Required action
Copy out the data word for word, without any of its pictures.

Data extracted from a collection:
_ _ _ _

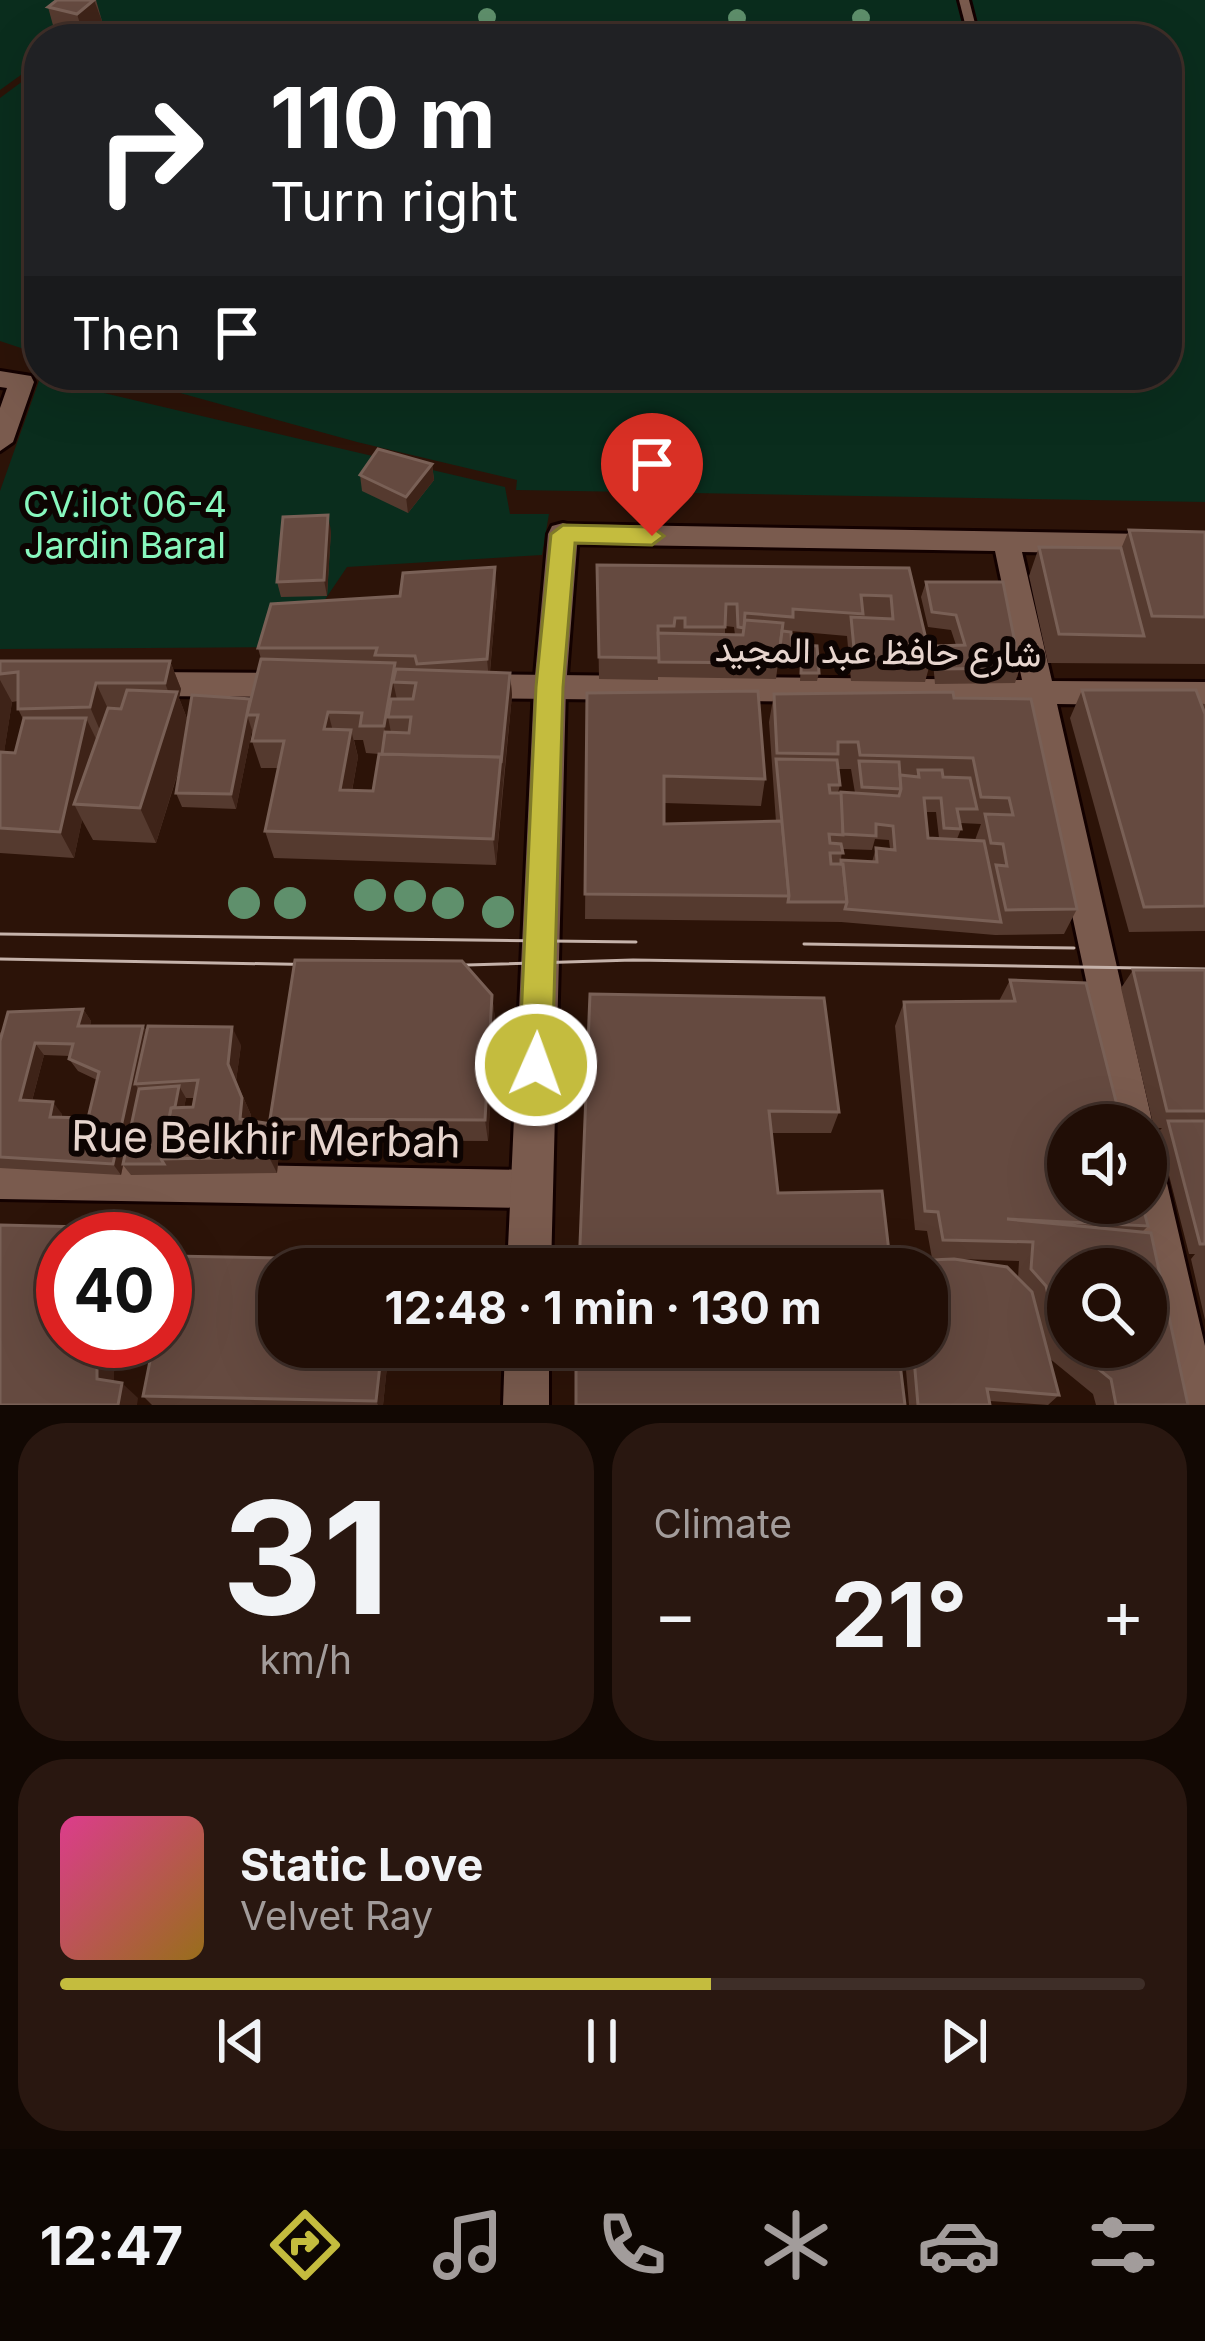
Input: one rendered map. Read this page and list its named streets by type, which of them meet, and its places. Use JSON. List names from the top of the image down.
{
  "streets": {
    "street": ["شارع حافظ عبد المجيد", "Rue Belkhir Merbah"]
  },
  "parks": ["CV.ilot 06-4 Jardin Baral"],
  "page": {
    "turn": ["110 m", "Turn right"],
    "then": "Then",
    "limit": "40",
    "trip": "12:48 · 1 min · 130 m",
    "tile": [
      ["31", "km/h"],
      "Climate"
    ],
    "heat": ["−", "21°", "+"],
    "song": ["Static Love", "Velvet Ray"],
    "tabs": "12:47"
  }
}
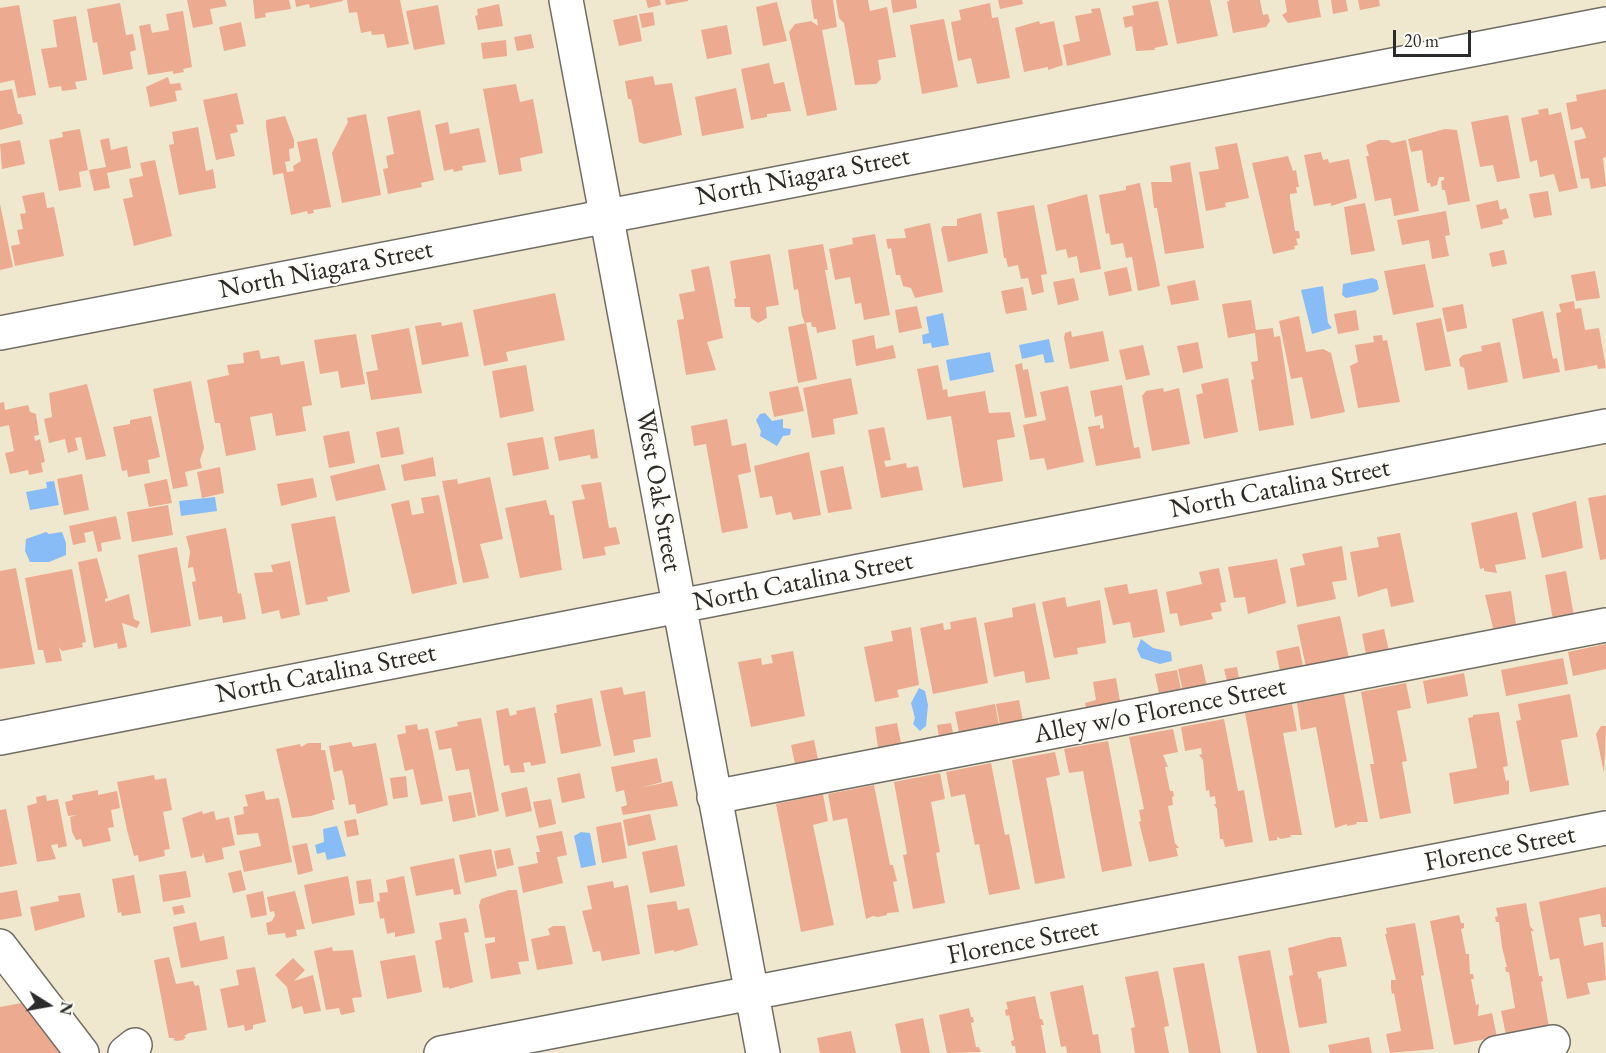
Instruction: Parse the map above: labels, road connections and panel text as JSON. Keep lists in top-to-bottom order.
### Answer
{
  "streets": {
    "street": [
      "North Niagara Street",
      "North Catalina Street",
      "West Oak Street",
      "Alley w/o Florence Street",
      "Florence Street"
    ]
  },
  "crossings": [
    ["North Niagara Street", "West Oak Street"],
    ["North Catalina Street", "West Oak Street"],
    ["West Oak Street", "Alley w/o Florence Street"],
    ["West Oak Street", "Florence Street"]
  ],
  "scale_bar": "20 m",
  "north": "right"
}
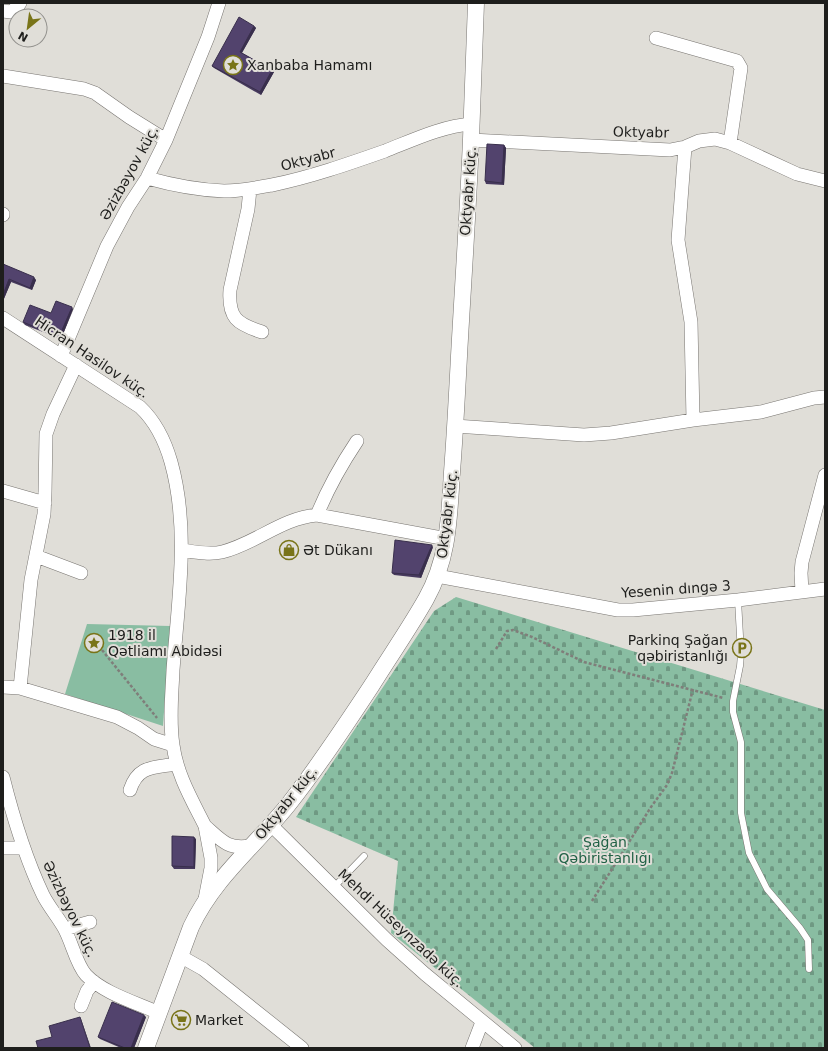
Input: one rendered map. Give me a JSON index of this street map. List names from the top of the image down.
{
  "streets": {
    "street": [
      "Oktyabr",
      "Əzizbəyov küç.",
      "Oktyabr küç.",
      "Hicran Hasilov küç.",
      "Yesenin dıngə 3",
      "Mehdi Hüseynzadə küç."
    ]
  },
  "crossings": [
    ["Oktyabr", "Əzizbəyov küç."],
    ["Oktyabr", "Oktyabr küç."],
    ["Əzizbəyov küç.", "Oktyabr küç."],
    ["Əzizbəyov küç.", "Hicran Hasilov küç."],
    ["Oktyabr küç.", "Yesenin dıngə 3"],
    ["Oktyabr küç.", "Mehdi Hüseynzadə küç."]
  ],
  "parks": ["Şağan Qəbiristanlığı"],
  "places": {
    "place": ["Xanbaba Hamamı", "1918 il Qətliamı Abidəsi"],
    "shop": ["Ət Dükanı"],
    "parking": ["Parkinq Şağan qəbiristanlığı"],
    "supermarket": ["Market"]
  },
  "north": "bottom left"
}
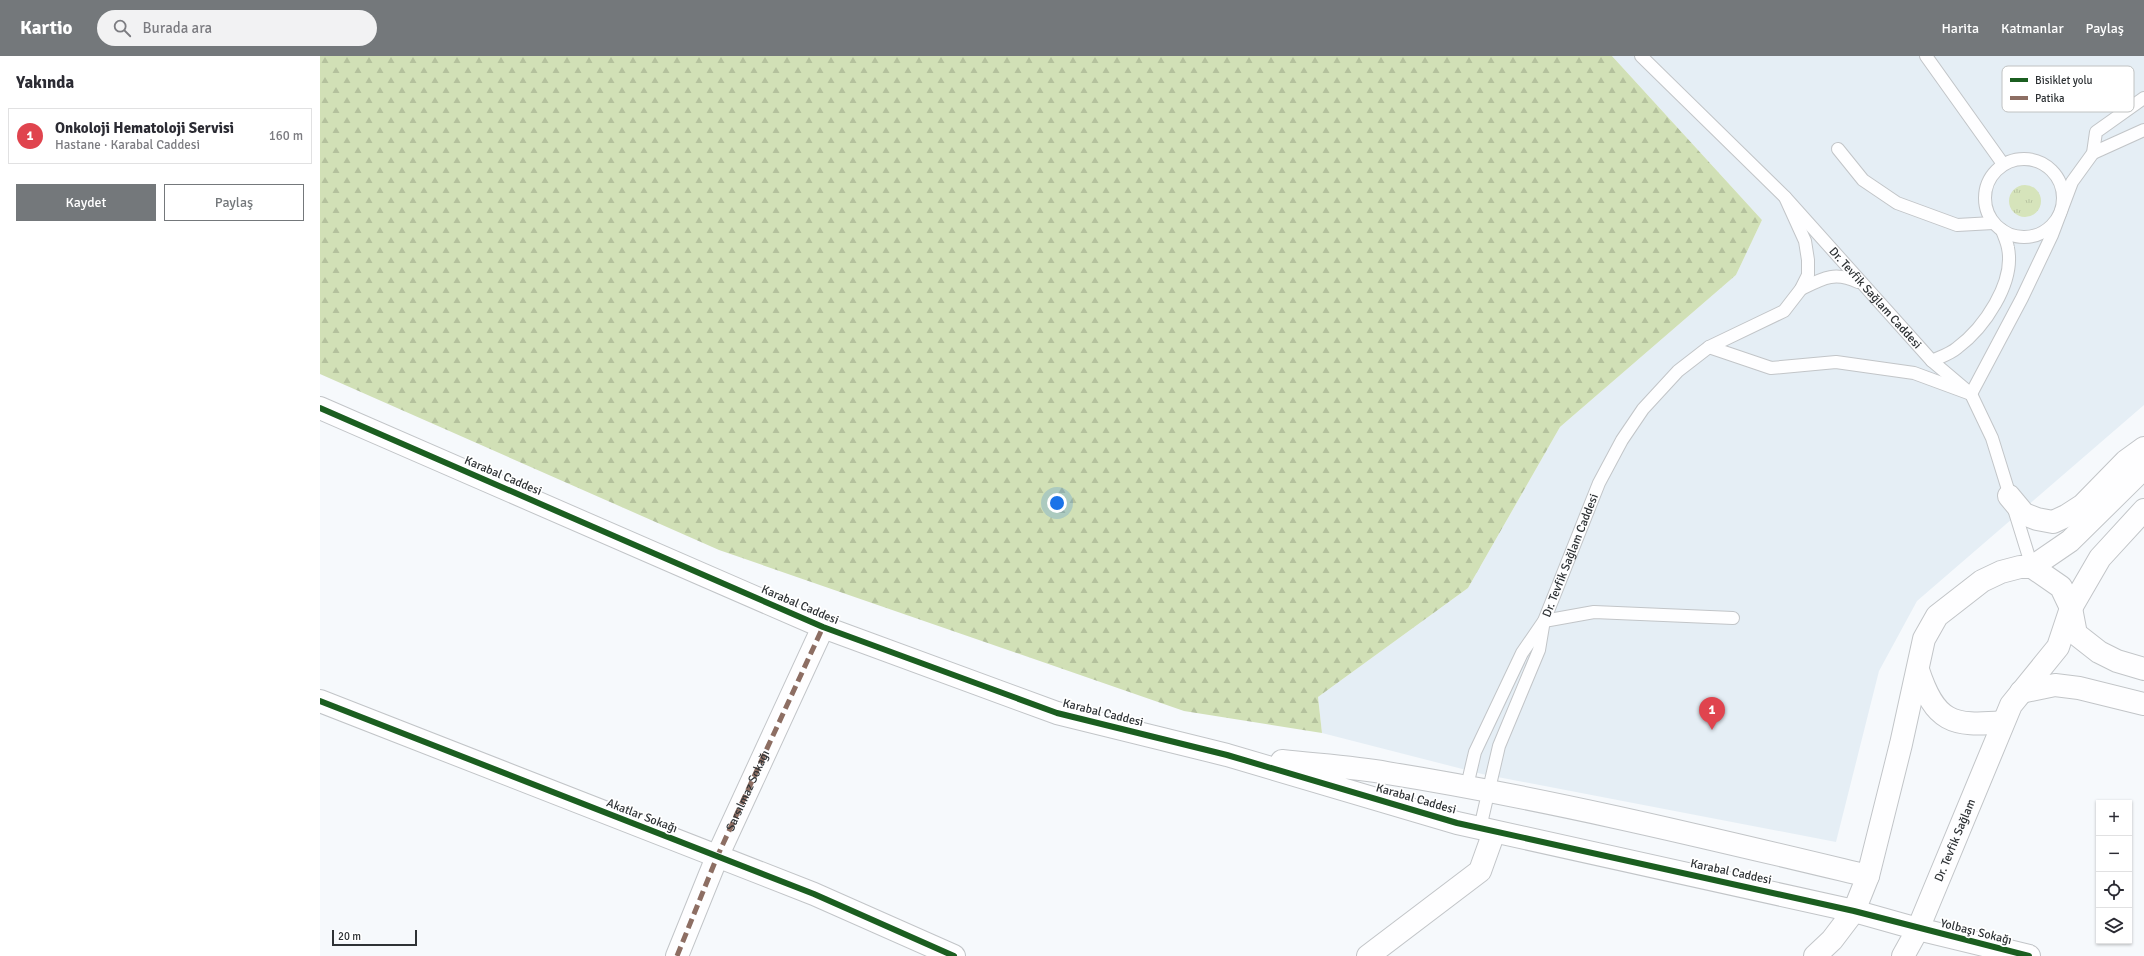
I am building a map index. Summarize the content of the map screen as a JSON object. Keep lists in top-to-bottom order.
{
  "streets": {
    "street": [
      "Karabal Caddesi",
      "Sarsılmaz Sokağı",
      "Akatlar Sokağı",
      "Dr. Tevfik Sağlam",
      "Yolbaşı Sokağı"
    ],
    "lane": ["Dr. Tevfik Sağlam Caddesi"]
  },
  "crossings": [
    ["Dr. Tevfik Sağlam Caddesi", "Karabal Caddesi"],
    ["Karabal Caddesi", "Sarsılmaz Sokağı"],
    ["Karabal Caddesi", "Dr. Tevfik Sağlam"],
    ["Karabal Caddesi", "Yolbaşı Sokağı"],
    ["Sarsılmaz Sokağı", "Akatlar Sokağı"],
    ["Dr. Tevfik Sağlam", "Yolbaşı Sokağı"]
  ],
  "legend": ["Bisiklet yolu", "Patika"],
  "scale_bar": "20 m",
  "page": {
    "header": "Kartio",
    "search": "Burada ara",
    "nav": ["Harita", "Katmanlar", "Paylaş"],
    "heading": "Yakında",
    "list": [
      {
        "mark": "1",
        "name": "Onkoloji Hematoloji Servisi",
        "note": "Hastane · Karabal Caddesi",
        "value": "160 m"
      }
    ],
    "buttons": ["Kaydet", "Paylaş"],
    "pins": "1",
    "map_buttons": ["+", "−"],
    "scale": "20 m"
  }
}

_ _ _ _

Reply to the exercise
Input: one rendered map. Read this page and list its named streets by type, which of them meet, and its places. Use JSON. List names from the top of the image down.
{
  "streets": {
    "street": ["شارع حافظ عبد المجيد", "Rue Belkhir Merbah"]
  },
  "parks": ["CV.ilot 06-4 Jardin Baral"],
  "page": {
    "turn": ["110 m", "Turn right"],
    "then": "Then",
    "limit": "40",
    "trip": "12:48 · 1 min · 130 m",
    "tile": [
      ["31", "km/h"],
      "Climate"
    ],
    "heat": ["−", "21°", "+"],
    "song": ["Static Love", "Velvet Ray"],
    "tabs": "12:47"
  }
}
Instruction: Parse the map above: labels, road connections and panel text as JSON. Keep lists in top-to-bottom order.
### Answer
{
  "streets": {
    "street": [
      "North Niagara Street",
      "North Catalina Street",
      "West Oak Street",
      "Alley w/o Florence Street",
      "Florence Street"
    ]
  },
  "crossings": [
    ["North Niagara Street", "West Oak Street"],
    ["North Catalina Street", "West Oak Street"],
    ["West Oak Street", "Alley w/o Florence Street"],
    ["West Oak Street", "Florence Street"]
  ],
  "scale_bar": "20 m",
  "north": "right"
}
Input: one rendered map. Give me a JSON index of this street map. List names from the top of the image down.
{
  "streets": {
    "street": [
      "Oktyabr",
      "Əzizbəyov küç.",
      "Oktyabr küç.",
      "Hicran Hasilov küç.",
      "Yesenin dıngə 3",
      "Mehdi Hüseynzadə küç."
    ]
  },
  "crossings": [
    ["Oktyabr", "Əzizbəyov küç."],
    ["Oktyabr", "Oktyabr küç."],
    ["Əzizbəyov küç.", "Oktyabr küç."],
    ["Əzizbəyov küç.", "Hicran Hasilov küç."],
    ["Oktyabr küç.", "Yesenin dıngə 3"],
    ["Oktyabr küç.", "Mehdi Hüseynzadə küç."]
  ],
  "parks": ["Şağan Qəbiristanlığı"],
  "places": {
    "place": ["Xanbaba Hamamı", "1918 il Qətliamı Abidəsi"],
    "shop": ["Ət Dükanı"],
    "parking": ["Parkinq Şağan qəbiristanlığı"],
    "supermarket": ["Market"]
  },
  "north": "bottom left"
}
I am building a map index. Summarize the content of the map screen as a JSON object. Keep lists in top-to-bottom order.
{
  "streets": {
    "street": [
      "Karabal Caddesi",
      "Sarsılmaz Sokağı",
      "Akatlar Sokağı",
      "Dr. Tevfik Sağlam",
      "Yolbaşı Sokağı"
    ],
    "lane": ["Dr. Tevfik Sağlam Caddesi"]
  },
  "crossings": [
    ["Dr. Tevfik Sağlam Caddesi", "Karabal Caddesi"],
    ["Karabal Caddesi", "Sarsılmaz Sokağı"],
    ["Karabal Caddesi", "Dr. Tevfik Sağlam"],
    ["Karabal Caddesi", "Yolbaşı Sokağı"],
    ["Sarsılmaz Sokağı", "Akatlar Sokağı"],
    ["Dr. Tevfik Sağlam", "Yolbaşı Sokağı"]
  ],
  "legend": ["Bisiklet yolu", "Patika"],
  "scale_bar": "20 m",
  "page": {
    "header": "Kartio",
    "search": "Burada ara",
    "nav": ["Harita", "Katmanlar", "Paylaş"],
    "heading": "Yakında",
    "list": [
      {
        "mark": "1",
        "name": "Onkoloji Hematoloji Servisi",
        "note": "Hastane · Karabal Caddesi",
        "value": "160 m"
      }
    ],
    "buttons": ["Kaydet", "Paylaş"],
    "pins": "1",
    "map_buttons": ["+", "−"],
    "scale": "20 m"
  }
}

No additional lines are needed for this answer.